* **Prompt**
Which of the lines below contain the string "turn"? Pull each one out of the data.

Saved data entries:

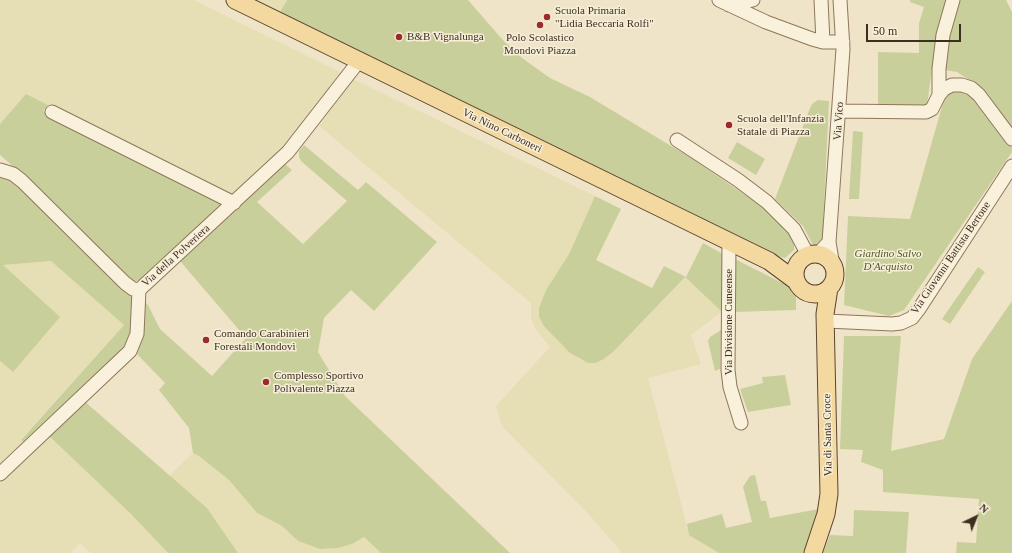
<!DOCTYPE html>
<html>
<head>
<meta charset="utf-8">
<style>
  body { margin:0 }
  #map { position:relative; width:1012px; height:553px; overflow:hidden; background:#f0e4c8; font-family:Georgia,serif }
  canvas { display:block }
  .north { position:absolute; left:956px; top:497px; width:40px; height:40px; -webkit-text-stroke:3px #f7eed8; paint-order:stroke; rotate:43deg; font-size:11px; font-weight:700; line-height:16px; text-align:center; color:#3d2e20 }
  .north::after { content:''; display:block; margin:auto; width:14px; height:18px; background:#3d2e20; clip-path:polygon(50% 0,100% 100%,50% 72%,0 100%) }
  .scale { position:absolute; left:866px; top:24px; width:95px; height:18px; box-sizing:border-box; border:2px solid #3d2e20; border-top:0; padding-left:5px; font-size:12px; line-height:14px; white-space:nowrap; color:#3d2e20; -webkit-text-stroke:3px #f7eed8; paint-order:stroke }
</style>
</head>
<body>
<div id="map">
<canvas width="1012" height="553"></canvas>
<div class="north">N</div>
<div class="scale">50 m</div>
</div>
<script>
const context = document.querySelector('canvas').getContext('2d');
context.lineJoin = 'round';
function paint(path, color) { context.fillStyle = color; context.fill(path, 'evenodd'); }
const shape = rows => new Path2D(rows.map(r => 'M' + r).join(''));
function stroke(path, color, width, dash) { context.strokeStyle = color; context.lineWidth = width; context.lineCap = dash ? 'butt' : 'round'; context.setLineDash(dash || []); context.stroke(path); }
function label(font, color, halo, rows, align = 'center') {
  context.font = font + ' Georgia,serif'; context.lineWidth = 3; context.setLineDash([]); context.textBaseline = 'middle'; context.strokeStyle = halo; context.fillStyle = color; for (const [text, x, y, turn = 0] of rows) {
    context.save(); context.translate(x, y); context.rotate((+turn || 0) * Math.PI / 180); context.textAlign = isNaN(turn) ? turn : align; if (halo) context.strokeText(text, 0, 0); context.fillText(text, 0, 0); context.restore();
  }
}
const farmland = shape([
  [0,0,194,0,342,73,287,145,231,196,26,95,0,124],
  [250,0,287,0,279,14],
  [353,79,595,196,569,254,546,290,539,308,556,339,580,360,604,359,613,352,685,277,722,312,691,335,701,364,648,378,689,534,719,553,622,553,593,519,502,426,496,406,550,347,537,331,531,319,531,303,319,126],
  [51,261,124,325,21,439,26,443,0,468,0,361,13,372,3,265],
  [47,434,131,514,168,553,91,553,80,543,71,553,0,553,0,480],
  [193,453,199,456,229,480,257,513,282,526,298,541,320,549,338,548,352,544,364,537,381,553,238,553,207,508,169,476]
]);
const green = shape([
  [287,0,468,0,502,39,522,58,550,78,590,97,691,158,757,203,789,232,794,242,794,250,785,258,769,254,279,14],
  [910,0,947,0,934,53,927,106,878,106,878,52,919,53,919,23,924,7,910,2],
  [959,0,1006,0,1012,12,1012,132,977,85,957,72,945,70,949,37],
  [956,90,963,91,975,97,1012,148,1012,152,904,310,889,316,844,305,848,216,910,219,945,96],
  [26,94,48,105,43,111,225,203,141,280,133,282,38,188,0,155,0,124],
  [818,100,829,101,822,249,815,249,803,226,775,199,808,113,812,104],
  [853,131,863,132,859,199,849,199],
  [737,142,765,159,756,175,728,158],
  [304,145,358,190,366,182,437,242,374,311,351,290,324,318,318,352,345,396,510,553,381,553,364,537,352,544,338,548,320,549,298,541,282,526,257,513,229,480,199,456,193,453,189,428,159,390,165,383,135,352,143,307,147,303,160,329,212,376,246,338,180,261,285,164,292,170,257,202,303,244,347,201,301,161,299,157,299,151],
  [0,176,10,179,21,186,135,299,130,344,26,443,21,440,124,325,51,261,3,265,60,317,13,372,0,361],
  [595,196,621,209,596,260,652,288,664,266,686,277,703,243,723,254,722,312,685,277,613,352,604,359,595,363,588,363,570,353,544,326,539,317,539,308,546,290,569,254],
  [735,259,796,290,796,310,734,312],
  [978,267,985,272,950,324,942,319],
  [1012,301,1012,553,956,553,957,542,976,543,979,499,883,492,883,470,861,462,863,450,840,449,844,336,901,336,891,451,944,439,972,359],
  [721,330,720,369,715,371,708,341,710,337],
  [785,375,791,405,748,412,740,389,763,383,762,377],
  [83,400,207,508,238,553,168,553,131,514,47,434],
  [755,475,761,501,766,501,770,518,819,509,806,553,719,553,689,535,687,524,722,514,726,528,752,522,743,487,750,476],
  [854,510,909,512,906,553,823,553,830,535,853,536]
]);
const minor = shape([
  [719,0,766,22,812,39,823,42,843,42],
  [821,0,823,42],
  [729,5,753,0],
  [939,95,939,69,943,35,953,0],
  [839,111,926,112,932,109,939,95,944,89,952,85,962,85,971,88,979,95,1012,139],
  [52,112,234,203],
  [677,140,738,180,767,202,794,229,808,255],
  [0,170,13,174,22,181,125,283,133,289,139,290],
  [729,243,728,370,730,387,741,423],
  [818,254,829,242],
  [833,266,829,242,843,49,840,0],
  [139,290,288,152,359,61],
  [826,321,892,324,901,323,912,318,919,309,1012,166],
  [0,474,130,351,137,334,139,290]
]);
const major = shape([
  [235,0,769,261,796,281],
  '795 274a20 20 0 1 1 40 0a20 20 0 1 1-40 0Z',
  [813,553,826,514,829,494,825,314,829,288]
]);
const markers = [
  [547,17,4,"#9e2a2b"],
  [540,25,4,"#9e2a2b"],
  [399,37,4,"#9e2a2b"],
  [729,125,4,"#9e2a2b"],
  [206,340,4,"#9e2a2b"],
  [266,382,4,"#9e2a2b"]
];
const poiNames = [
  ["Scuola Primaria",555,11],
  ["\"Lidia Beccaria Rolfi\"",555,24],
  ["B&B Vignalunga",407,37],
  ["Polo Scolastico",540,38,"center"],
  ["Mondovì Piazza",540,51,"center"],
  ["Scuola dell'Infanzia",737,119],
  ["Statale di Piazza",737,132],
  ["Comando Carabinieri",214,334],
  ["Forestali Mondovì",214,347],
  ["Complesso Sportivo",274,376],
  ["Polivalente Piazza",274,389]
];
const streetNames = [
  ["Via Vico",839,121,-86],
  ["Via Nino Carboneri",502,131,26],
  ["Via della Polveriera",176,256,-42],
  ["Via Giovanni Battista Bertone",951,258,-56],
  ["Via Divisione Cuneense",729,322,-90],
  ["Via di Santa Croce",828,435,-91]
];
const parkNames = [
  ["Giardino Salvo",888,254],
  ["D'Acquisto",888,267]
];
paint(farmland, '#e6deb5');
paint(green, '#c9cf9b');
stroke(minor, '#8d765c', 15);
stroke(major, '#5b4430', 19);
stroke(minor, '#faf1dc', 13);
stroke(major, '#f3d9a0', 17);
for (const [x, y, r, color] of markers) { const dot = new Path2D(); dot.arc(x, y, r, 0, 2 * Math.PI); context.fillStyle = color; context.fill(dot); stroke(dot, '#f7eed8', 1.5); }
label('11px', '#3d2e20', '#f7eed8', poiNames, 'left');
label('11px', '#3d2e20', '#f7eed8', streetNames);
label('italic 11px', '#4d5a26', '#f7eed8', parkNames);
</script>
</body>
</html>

* **Final answer**
  context.font = font + ' Georgia,serif'; context.lineWidth = 3; context.setLineDash([]); context.textBaseline = 'middle'; context.strokeStyle = halo; context.fillStyle = color; for (const [text, x, y, turn = 0] of rows) {
    context.save(); context.translate(x, y); context.rotate((+turn || 0) * Math.PI / 180); context.textAlign = isNaN(turn) ? turn : align; if (halo) context.strokeText(text, 0, 0); context.fillText(text, 0, 0); context.restore();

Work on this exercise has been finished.